Iyiora Anam is one of the towns in Anam City,  Anambra West Local Government Area of Anambra State, southeastern Nigeria. Iyiora is the eldest in Anam and the smallest town in Anam, Anambra West of Anambra State.

Economy 
The main occupation of Iyiora people is trading and farming. They depends mainly on agriculture and commerce for their daily livelihood.

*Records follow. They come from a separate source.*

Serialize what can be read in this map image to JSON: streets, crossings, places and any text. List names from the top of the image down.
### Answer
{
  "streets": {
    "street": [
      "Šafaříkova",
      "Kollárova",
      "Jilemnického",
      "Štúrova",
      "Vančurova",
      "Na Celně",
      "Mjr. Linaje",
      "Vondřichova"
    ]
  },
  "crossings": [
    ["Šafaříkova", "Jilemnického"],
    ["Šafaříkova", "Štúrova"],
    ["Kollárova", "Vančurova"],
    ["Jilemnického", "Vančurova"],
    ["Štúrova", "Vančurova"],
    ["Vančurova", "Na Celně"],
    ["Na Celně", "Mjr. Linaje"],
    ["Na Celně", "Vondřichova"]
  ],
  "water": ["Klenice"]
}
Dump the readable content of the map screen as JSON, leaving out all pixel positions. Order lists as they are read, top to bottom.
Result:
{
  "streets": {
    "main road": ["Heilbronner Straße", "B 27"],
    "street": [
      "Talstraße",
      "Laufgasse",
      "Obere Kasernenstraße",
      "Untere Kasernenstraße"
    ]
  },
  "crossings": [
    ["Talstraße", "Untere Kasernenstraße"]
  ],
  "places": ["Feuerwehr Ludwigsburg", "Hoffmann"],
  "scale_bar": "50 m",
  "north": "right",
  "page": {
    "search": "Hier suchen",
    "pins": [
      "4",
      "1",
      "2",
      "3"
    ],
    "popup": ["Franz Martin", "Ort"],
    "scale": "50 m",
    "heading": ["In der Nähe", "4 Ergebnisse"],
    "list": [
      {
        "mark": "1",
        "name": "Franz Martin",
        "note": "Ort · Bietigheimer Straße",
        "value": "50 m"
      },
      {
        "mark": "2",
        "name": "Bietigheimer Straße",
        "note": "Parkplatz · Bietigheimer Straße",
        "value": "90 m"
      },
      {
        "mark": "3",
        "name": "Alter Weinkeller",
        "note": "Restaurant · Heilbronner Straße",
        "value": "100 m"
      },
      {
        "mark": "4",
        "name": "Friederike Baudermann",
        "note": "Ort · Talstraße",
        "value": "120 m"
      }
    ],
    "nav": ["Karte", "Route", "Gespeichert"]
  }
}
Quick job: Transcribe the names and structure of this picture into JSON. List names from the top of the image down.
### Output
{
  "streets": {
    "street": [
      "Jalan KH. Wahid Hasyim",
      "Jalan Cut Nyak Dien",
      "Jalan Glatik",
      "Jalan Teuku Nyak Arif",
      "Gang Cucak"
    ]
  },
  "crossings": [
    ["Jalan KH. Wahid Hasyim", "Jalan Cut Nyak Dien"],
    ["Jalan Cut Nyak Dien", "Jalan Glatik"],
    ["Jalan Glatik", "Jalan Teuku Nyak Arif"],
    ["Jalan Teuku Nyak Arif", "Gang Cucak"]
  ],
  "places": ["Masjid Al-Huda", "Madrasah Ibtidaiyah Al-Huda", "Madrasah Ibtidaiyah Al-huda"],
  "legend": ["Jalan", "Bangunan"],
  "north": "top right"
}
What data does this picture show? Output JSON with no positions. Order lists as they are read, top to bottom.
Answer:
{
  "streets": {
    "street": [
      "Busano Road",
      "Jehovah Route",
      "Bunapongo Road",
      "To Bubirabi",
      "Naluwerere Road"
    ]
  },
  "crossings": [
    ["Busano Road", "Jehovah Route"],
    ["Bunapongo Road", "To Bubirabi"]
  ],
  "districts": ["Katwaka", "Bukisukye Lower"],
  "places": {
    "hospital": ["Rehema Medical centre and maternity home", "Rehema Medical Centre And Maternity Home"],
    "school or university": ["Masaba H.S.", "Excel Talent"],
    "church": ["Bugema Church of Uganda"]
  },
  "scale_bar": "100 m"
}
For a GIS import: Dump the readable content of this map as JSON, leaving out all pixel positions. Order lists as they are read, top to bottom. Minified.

The location of the town within the tropical rainforest gives it the ecological basis for production of a wide range of tropical agricultural crops with widespread potential for industrial conventions. Most Iyioras have out-station gardens where they usually cultivate their farm products. The prime cash crops include groundnut, maize, pepper, melon, etc. Food crops such as yam, cassava, potato and cocoyam are also produced in large quantities.

Fish Catching 
Iyiora people do know how to catch fish a lot. Fish are normally caught in the wild and water. Techniques for catching fish include hand gathering, spearing, netting, angling and trapping. Iyiora is among the towns that is catching fish in Ezichi river and other rivers in Anam city and other Ananbra state rivers.

Marriage 
Iyiora Anam sees marriage as a happy life for couples to enjoy together. It is also for procreation, carrying out economic activities together and joint ownership of wealth and investments. Have everything together.

Obanwa 
This is the first formal ceremony performed by would-be parents-in-law after proposal. The parent of the young man takes ego ise (five naira) and some drinks to the girl's parents to declare their intention. At this point, if accepted the girl is betrothed to the young man.

Oli Iyi 
This is the final marriage rite performed at the eldest man's house; it's after this ceremony that the girl goes to the man's house.